2008-09-28 10:19:33 | 5年 国語

平野先生が、先日の話し合いを受けて指導案を書き直して見せてくださいました。

前回は「大工さんは、なぜわらぐつを買ったのだろう」という問題を「ふうん。よし、もらっとこう。いくらだね。」から解いていく指導案でした。

子ども達から出る答えの予想としては
①おみつさんと仲良くなりたいから
②わらぐつが気に入ったから
と考えていました。

指導案を見ると、平野先生の解釈は「②わらぐつが気に入ったから」で通されていました。

私はそれに対して、この文から考えると確かにそうなると思う。よい話し合いになるけれど、どうも子供の考えが深まらないと思う。もう一つ前の部分で「大工さんはなぜむしろの前に立ったのか」を話し合うと、
①おみつさんが気になったから
②わらぐつが気になったたから
と2つの対立が出て、意見が拮抗してどの子も本気にならざるを得ないと思う。だからもう少し考えた方がよいと伝えました。


だって、おみつさんの開いているお店は、わらぐつのお店ではなく野菜やさんです。
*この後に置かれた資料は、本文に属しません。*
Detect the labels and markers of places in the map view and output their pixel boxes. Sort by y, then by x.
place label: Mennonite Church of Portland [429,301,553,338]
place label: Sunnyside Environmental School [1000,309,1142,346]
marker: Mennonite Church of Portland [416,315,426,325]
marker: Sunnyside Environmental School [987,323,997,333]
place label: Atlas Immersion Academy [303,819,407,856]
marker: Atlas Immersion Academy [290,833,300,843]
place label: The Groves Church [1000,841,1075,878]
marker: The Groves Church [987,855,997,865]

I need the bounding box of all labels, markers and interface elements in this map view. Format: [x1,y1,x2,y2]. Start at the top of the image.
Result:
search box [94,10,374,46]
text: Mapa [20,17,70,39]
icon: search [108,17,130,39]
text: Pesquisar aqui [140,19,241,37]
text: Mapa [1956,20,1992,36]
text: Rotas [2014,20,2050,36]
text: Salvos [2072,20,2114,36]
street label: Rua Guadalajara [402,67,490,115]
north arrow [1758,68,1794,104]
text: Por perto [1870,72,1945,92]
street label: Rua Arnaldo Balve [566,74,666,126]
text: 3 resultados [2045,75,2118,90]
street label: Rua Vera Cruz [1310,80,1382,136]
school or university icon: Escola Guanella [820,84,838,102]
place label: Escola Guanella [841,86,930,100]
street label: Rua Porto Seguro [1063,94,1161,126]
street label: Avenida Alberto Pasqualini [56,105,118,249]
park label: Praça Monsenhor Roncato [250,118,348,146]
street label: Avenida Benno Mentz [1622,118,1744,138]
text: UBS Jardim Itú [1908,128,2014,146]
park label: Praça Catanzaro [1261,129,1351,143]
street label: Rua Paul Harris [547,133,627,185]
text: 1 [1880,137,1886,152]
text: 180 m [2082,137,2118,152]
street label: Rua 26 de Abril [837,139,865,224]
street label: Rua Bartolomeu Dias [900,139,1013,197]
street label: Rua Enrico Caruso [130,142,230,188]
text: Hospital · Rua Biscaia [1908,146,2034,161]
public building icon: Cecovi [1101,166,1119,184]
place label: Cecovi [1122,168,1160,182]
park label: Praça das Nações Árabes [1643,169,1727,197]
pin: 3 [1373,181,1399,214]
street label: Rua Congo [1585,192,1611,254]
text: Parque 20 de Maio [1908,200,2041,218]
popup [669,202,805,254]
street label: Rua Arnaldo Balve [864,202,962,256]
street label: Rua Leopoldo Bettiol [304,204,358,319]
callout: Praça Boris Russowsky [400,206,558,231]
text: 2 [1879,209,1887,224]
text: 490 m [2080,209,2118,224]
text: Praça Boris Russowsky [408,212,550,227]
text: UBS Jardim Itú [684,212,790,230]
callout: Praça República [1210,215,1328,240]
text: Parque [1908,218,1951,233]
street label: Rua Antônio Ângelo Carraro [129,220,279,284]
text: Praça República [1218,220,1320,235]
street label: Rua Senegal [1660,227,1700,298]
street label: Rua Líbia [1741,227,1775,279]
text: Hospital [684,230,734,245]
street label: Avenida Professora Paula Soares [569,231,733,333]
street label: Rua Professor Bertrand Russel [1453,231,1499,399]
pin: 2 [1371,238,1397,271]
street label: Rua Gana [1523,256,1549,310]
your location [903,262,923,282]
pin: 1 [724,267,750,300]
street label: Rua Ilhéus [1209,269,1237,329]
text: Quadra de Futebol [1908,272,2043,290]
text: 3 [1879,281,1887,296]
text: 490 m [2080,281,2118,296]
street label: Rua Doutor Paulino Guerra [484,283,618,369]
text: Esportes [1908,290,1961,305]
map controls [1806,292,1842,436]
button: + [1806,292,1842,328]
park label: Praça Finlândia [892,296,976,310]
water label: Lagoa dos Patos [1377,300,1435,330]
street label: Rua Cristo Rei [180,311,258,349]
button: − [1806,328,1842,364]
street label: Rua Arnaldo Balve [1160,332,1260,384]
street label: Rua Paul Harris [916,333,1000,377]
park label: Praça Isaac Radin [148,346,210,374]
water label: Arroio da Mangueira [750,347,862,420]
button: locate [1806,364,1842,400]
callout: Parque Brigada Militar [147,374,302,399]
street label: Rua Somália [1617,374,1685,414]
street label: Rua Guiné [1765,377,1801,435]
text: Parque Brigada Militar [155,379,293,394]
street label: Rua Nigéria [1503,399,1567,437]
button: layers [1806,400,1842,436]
野菜を買ってくれた人が「あると」(条件)、「どうですね。」とすすめて「みる」(試み)のです。なのに、野菜を買ったという条件がないし、勧めたという試みもないのに、自分の方から足を止めたのです。これはおかしな事です。

二人で話し合った結果
「ふうん。よし、もらっとこう。いくらだね。」を話し合うと、「心を込めて作った者には神様がいる」というもう少し後の場面に子ども達の目がいくことが分かりました。逆に「大工さんはなぜむしろの前に立ったのか」を話し合うと、その前の部分でのおみつさんが徐々に自信や希望を失っていく部分を扱う話し合いになることが分かりました。

平野先生には、どちらの話し合いも大事だけど、まず私たちがこれしかないと決めつけないようにしよう。固定された考えを持つと、私たちも縛られて大事な言葉を素通りしてしまう。だからもう少し考えを固定せず、わざと反対の解釈から読んでみるなどして、見えないところを見つけていこうと話し、話し合いを終わりました。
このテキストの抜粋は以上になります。